Il discorso della Ardagna è ovviamente molto più articolato e basato anche su ricerche empiriche. Fra l’altro l’economista sostiene che ridurre i livelli dei salari pubblici ha effetti positivi di moderazione salariale anche sul settore privato “favorendo competitività, profittabilità delle imprese e investimenti privati”. Analogamente “la riduzione dei tassi di interesse sui titoli del debito pubblico (resa possibile da un taglio alle spese, ndr.) si traduce anche in più bassi tassi sul credito ai privati. Ciò, ancora una volta, favorisce gli investimenti privati”.

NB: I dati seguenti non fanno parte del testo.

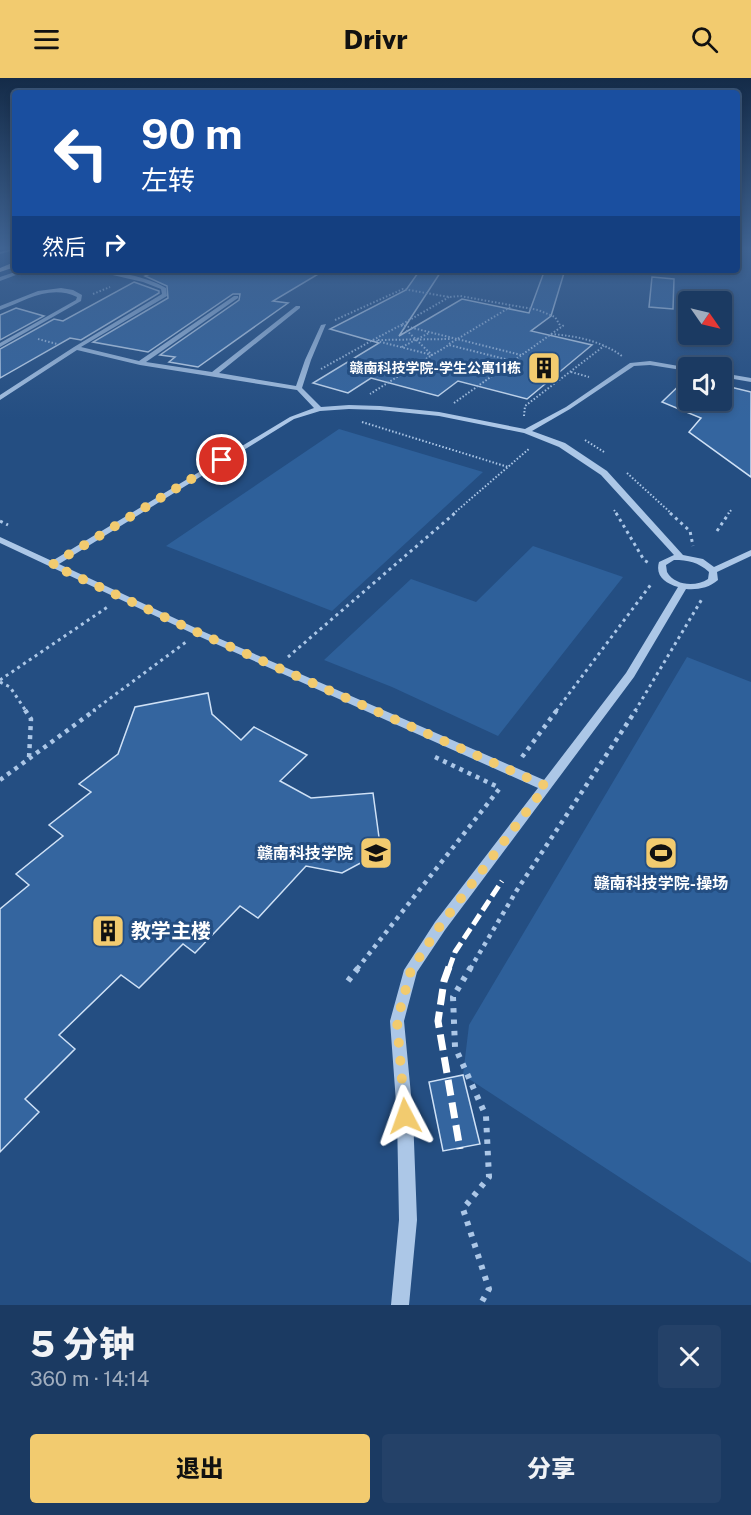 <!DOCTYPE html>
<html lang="zh">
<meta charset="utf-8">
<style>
body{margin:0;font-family:"Public Sans","Noto Sans SC",sans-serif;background:#244168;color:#f1f3f6;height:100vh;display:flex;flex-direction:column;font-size:22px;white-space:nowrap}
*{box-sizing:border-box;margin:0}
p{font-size:20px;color:#a0adbe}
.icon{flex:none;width:33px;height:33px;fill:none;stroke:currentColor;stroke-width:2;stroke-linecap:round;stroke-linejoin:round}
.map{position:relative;height:1227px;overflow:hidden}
.sheet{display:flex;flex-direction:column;background:#1b3a62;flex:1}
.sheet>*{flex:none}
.banner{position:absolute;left:12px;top:12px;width:728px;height:183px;border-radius:6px;box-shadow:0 3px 9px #0003,0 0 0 2px #395477;background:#1a4fa0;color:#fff;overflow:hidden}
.needle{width:39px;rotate:124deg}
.controls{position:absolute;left:678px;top:213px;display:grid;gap:12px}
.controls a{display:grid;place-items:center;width:54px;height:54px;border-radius:6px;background:#1b3a62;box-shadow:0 3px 9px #0003,0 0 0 2px #395477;font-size:30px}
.pin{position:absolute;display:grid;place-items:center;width:51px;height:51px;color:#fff;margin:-26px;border:3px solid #fff;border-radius:50%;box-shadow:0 2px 6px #0007}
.me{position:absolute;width:66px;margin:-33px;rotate:356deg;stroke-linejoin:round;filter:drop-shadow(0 0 4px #0008)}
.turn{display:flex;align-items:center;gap:21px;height:126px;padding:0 30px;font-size:27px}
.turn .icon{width:78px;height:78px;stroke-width:2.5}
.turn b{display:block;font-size:42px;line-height:51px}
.then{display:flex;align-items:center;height:57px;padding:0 30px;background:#0003;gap:12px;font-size:22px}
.round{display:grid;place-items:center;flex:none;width:63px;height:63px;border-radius:6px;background:#244168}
.overview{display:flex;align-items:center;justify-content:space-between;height:102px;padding:0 30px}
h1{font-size:36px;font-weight:800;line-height:45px}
.action{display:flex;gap:12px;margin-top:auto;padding:12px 30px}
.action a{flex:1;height:69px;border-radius:6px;background:#f2cb6f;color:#111;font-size:24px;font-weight:800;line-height:69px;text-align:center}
.action a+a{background:#244168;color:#f1f3f6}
header{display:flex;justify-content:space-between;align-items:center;height:78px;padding:0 30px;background:#f2cb6f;color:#111;font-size:27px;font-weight:800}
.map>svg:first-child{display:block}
.green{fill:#2e609a}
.building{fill:#34659f;stroke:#cfe1f6;stroke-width:1.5}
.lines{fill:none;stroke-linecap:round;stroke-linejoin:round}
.path-far3{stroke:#acc7e7;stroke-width:2;stroke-dasharray:1.5 2;stroke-linecap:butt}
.path-far2{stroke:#acc7e7;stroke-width:3;stroke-dasharray:3 4;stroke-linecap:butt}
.path-far1{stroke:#acc7e7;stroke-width:4.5;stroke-dasharray:4 5;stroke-linecap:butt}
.path{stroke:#acc7e7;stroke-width:6;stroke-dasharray:4.5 7;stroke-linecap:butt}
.minor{fill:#acc7e7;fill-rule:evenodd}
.major{fill:#edf4fd;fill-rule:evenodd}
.rail-far1{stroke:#fff;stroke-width:5;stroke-dasharray:12 5;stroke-linecap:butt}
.rail{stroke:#fff;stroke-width:7;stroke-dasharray:16 7;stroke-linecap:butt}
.route{stroke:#f2cb6f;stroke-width:10;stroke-dasharray:0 18}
.labels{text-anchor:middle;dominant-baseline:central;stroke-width:6;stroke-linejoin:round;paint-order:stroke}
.far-poi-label{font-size:14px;font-weight:bold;fill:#fff;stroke:#244e82;text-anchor:end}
.poi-label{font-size:16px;font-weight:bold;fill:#fff;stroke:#244e82;text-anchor:end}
.near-poi-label{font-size:20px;font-weight:bold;fill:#fff;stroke:#244e82;text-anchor:start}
</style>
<header><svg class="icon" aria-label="menu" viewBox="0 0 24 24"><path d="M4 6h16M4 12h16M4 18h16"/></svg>Drivr<svg class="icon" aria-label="search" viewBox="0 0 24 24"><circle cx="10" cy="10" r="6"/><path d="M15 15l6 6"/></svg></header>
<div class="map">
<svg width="751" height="1227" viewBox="0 0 751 1227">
<rect width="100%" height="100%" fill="#244e82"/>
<path class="green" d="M 339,351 L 483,394 L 332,533 L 166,468 Z
M 533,468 L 623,499 L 498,658 L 392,609 L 324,582 L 411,501 L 476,524 Z
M 687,579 L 751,604 L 751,1185 L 463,997 L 469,947 Z"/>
<path class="building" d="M 160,192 L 325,192 L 273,223 L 288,225 L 198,289 L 169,284 L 175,279 L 160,277 L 239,222 L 240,216 L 233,216 L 148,274 L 93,264 L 168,220 L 167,208 L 145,198 Z
M 420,192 L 442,192 L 399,258 L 462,221 L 529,235 L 544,194 L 564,195 L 551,238 L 531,253 L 592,267 L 527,321 L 458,303 L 438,318 L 371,300 L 348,315 L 313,305 L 379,265 L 330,251 L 406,212 Z
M 652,199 L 674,201 L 673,231 L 649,229 Z
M 134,204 L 159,213 L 159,215 L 81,262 L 70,260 L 0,300 L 0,271 L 54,241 L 63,243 Z
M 16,230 L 44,238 L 0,262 L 0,237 Z
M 688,299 L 688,322 L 722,322 L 722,307 L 751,314 L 751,399 L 689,354 L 701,340 L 662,324 Z
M 208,615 L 212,636 L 241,662 L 254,649 L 307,677 L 280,703 L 311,720 L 373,715 L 381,774 L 342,795 L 306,788 L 258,840 L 240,828 L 195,875 L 183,866 L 139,910 L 121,897 L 59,957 L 75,971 L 25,1021 L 39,1034 L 0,1074 L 0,831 L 29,807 L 16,796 L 63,758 L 49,747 L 91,714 L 79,706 L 118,676 L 135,629 Z
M 463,997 L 480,1066 L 443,1073 L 429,1004 Z"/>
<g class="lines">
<path class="path-far3" d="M 93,216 L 110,209
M 449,219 L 401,247 L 432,277 L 449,267 L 513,283
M 335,242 L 403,211 L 449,219 L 460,218 L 538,232 L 555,239 L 561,249
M 551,256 C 577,258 601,263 622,278
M 38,261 L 57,266
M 373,262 L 401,247 L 521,277
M 378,262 L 451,261
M 449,266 L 512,228
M 402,269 L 429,255
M 321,291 L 373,262 L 432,277 L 370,316
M 571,294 L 589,299
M 454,325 L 564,247
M 524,338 L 525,328 L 604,268
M 362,344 L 508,389
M 585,362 L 604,374
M 627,395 L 672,436
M 614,432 L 617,436
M 453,436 L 530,370
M 728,436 L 732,431"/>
<path class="path-far2" d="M 616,435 L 644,482 L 649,485
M 670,435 L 690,453 L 693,468
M 0,443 L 8,447
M 717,453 L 729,435
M 288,579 L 455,435
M 0,602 L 109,528
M 0,604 L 10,609 L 26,633
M 93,633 L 186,564
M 556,633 L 652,505
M 635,633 L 702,521"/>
<path class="path-far1" d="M 25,632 L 31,641 L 29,680
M 435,679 L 500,710
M 522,679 L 557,632
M 0,702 L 95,632
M 357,891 L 500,710
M 470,891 L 517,812 L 636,632"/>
<path class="path" d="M 471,889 L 453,919 L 455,969 L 486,1038 L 489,1099 L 463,1131 L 489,1211 L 480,1227
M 348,903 L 359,889"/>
<path class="minor" d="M 15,170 L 15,172 L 0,176 L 0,174 Z
M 21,192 L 29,192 L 0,203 L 0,199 Z
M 91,192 C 113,192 148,199 166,210 L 167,218 L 81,269 L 139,283 L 234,218 L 238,218 L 238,220 L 146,284 L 212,294 L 296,228 L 300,228 L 300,230 L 219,295 L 296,308 L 305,282 L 321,247 L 326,246 L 311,282 L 302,310 L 321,329 L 349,327 L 380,328 L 439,334 L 525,351 L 566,329 L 630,285 L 650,283 L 690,290 L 688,293 L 650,287 L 634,288 L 570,331 L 532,353 L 565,365 L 607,393 L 683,477 L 703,481 L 714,489 L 751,472 L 751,478 L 717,494 L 718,502 C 709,510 697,512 686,511 L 634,599 L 445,852 L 417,894 L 404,943 L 413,1038 L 417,1142 L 409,1227 L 391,1227 L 399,1142 L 397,1038 L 390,943 L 404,892 L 435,844 L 538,710 L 196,557 L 0,465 L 0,459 L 52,483 L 290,339 L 314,330 L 297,312 L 140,287 L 77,272 L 0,322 L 0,317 L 74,269 L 162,216 L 161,211 L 143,204 ZM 349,331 L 380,332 L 439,338 L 524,355 L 559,369 L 601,397 L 674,477 L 659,484 C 655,498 665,505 678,509 L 626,595 L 544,702 L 202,553 L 59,486 L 294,341 L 320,333 ZM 674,482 C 688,482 698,484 709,494 L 708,501 C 696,509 675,508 667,494 L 666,487 Z
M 61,210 L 73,212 L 82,217 L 81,223 L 0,269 L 0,265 L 76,222 L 77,219 C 50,206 25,223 0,232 L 0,228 L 38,213 Z
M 722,295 L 751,300 L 751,304 L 722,299 Z"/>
<path class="major" d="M 12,185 L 15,185 L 15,189 L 0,194 L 0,190 Z"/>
<path class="rail-far1" d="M 449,891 L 455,874 L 502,803"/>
<path class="rail" d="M 449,889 L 444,903 L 438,943 L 460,1071"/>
</g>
<linearGradient id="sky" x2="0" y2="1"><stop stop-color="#142b48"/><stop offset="0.5" stop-color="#3f6392"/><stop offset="1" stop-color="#3f6392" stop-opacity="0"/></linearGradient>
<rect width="751" height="341" fill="url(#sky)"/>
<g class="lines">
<path class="route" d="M 222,382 L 52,487 L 199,555 L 546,708 L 440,848 L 411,892 L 397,943 L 405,1038"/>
</g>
<defs>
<symbol id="building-square" viewBox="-11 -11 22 22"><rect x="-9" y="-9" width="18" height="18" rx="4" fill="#f2cb6f" stroke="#244e82"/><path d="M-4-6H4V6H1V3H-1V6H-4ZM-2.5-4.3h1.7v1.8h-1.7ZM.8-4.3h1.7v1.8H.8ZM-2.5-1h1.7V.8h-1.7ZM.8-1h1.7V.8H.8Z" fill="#111"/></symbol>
<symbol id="university-square" viewBox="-11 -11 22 22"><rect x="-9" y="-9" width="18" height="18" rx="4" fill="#f2cb6f" stroke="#244e82"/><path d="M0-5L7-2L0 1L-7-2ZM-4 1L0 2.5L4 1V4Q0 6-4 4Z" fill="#111"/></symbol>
<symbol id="stadium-square" viewBox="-11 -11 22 22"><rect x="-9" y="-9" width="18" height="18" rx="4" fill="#f2cb6f" stroke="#244e82"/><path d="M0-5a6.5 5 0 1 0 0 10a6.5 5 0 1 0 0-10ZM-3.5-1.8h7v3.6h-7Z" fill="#111"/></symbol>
</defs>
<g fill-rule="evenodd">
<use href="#building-square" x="525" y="271" width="38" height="38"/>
<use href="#university-square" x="357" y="756" width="38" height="38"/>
<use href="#stadium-square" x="642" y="756" width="38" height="38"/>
<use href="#building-square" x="89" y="834" width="38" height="38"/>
</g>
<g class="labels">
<g class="far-poi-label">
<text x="521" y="290">赣南科技学院-学生公寓11栋</text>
</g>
<g class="poi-label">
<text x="353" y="775">赣南科技学院</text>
<text x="661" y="805" text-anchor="middle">赣南科技学院-操场</text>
</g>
<g class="near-poi-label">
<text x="131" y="853">教学主楼</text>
</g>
</g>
</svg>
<div class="controls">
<a><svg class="needle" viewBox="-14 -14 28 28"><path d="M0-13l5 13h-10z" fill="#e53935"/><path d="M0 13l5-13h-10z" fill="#a0adbe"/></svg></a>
<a><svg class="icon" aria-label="sound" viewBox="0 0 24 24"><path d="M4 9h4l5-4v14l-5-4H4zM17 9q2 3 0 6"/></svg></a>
</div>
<div class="pin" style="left:222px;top:382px;background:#d93025"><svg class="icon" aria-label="arrive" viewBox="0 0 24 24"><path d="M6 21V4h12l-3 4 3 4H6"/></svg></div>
<svg class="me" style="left:405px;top:1038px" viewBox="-20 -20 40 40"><path d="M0-17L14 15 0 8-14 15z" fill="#f2cb6f" stroke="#fff" stroke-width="4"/></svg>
<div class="banner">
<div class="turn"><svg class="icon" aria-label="left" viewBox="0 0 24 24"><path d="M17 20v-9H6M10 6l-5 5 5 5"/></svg><div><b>90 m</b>左转</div></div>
<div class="then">然后<svg class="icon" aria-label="right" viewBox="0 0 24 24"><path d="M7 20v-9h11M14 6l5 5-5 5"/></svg></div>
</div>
</div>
<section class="sheet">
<div class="overview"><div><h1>5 分钟</h1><p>360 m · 14:14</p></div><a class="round"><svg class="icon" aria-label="close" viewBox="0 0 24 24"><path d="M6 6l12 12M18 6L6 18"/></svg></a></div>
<div class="action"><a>退出</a><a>分享</a></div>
</section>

Spunti teorici, ricerche empiriche, abilità dialettiche: su queste basi non sembra che la controversia fra rigoristi e sviluppisti possa trovare soluzione. Forse, in attesa di un novello Keynes o di un novello von Hayek, è meglio più modestamente cercare dei parziali compromessi su basi empiriche: è su questo terreno che gli economisti dovrebbero oggi esecitarsi. Ad esempio, se è vero che una politica di deficit spending è improponibile per le disastrate finanze pubbliche italiane, essa sarebbe invece possibile e auspicabile per l’eurozona nel suo complesso. In altri termini paesi come la Germania dovrebbero in questa fase aumentare la domanda a beneficio di quei partner, come l’Italia, che non se lo possono permettere e che però necessitano di mercati di sbocco.

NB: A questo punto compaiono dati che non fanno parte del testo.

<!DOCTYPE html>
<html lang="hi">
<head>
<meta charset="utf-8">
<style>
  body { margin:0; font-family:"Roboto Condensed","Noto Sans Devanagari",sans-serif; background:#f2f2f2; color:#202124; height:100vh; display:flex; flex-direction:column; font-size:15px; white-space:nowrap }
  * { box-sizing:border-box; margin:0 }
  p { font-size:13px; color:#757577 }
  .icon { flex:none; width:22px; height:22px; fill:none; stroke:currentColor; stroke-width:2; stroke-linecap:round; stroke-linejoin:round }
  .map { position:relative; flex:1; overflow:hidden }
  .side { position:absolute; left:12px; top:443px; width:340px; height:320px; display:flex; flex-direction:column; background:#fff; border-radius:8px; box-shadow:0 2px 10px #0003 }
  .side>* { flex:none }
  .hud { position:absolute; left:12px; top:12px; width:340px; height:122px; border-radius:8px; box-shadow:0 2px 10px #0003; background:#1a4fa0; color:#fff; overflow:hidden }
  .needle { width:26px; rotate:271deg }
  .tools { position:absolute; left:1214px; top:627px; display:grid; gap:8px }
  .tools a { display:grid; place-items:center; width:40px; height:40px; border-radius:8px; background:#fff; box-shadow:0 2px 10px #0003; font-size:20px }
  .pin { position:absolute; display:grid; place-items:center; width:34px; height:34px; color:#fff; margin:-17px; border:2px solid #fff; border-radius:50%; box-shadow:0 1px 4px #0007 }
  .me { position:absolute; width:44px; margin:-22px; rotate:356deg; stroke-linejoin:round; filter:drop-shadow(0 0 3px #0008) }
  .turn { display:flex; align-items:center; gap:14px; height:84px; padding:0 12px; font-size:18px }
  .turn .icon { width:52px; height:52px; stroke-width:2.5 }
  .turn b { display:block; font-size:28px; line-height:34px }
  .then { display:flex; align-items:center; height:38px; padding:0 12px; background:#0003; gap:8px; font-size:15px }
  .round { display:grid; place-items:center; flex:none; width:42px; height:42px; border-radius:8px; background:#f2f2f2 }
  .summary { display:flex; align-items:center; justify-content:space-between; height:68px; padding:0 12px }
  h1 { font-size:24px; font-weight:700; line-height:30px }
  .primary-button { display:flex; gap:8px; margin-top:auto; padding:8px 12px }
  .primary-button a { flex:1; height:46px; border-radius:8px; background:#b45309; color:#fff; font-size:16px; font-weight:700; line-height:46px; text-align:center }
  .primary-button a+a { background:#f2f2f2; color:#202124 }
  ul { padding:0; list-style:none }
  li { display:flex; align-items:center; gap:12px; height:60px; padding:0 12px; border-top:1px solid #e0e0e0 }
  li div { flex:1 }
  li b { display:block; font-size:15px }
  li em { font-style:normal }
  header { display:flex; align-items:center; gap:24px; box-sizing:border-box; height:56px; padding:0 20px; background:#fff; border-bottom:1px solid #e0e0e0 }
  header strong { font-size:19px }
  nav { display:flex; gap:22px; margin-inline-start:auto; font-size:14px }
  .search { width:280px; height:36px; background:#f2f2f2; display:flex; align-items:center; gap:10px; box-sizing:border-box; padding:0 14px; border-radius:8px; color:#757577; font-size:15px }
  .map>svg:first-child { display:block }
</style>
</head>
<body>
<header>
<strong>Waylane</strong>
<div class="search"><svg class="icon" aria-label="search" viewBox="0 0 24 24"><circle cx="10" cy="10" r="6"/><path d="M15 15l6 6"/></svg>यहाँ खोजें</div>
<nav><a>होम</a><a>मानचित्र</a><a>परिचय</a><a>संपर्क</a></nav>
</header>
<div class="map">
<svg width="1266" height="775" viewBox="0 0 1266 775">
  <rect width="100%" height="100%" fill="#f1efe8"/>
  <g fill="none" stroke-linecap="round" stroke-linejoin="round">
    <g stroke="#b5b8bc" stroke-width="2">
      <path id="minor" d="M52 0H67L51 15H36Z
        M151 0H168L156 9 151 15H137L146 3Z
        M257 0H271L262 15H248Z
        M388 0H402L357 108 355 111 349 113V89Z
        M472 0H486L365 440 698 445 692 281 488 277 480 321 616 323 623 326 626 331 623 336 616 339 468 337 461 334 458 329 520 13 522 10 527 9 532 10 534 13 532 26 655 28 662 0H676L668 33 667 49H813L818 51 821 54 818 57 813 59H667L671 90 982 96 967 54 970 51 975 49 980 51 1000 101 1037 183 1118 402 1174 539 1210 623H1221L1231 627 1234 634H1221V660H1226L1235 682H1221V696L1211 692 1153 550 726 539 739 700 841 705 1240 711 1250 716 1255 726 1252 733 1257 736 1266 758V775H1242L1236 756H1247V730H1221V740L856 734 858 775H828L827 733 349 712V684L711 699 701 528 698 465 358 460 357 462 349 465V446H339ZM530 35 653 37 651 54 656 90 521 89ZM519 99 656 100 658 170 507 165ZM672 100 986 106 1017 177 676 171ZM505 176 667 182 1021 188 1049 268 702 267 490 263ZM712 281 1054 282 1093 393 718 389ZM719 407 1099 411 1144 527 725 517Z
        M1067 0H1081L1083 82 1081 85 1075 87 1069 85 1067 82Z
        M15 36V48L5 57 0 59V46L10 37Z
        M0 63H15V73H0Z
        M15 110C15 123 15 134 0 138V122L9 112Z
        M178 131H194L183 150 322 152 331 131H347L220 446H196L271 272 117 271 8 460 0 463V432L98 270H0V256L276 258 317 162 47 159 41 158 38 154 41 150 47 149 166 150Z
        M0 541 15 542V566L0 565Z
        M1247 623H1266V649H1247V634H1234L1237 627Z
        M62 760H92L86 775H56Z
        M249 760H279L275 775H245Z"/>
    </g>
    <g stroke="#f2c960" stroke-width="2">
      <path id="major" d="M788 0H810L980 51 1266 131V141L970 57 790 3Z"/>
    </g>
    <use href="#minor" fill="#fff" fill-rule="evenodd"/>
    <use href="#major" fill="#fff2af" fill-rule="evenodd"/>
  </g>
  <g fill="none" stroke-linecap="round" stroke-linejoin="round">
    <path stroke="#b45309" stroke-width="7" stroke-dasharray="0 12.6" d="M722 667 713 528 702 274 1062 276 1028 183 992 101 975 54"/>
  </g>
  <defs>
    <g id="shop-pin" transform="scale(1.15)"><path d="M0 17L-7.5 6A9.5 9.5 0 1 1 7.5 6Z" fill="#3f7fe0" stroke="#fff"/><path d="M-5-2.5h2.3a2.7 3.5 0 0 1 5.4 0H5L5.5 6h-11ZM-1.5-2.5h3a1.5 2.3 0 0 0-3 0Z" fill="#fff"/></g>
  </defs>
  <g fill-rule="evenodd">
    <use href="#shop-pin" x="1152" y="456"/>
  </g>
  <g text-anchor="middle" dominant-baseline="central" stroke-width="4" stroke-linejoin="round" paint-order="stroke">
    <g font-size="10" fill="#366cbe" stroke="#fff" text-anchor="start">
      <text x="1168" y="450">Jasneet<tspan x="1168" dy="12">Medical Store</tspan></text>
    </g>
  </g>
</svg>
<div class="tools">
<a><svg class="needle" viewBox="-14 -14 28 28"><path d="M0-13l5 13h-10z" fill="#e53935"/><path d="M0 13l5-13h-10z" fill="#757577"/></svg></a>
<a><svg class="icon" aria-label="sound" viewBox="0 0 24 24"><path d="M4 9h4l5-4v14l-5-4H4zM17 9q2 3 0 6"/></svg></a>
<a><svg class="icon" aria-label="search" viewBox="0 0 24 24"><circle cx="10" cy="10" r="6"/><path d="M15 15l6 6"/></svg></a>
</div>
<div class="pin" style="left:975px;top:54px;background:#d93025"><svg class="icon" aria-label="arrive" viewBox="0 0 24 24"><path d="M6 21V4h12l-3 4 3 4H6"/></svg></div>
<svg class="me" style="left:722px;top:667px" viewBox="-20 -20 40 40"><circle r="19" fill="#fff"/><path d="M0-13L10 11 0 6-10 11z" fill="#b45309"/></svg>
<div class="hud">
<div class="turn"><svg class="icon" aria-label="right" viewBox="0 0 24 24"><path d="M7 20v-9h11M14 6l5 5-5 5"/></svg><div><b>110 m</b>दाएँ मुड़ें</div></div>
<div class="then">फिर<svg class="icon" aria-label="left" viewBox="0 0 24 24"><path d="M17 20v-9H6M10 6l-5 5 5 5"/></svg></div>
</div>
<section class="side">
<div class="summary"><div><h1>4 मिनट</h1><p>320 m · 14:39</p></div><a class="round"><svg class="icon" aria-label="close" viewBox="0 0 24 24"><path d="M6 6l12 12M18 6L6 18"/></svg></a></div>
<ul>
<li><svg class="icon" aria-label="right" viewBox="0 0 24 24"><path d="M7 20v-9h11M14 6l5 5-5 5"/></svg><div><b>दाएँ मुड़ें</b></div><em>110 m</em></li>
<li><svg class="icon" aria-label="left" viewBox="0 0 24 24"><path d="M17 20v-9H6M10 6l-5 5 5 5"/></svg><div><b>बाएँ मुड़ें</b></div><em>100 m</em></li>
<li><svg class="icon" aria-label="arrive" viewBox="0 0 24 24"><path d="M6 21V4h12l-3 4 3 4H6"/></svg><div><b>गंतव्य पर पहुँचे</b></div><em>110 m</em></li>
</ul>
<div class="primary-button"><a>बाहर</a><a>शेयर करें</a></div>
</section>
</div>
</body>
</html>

Berlino dovrebbe essere disposta a “scambiare” le sue pretese di maggior rigore nei nostri bilanci con una sua politica economica maggiormente espansiva. Ma anche all’interno dei singoli Stati più fragili è possibile, entro certi limiti, fare una politica di crescita della domanda se la si accompagna con un parallelo aumento del prelievo fiscale su redditi e patrimoni che alla domanda contribuiscono poco o nulla, per non parlare della possibilità di una parallela riduzione dell’evasione. E’ una strada stretta e impervia, quest’ultima, ma che può dare qualche buon frutto. In sostanza, non tagli fine a se stessi, finalizzati solo a un pareggio di bilancio con effetti recessivi, ma maggiori spese finanziate con maggiori prelievi su rendite, patrimoni, alti redditi e in generale radicate su un allargamento della base imponibile. Ricominciamo da qui, piuttosto che da sterili contrapposizioni di scuola o di bottega.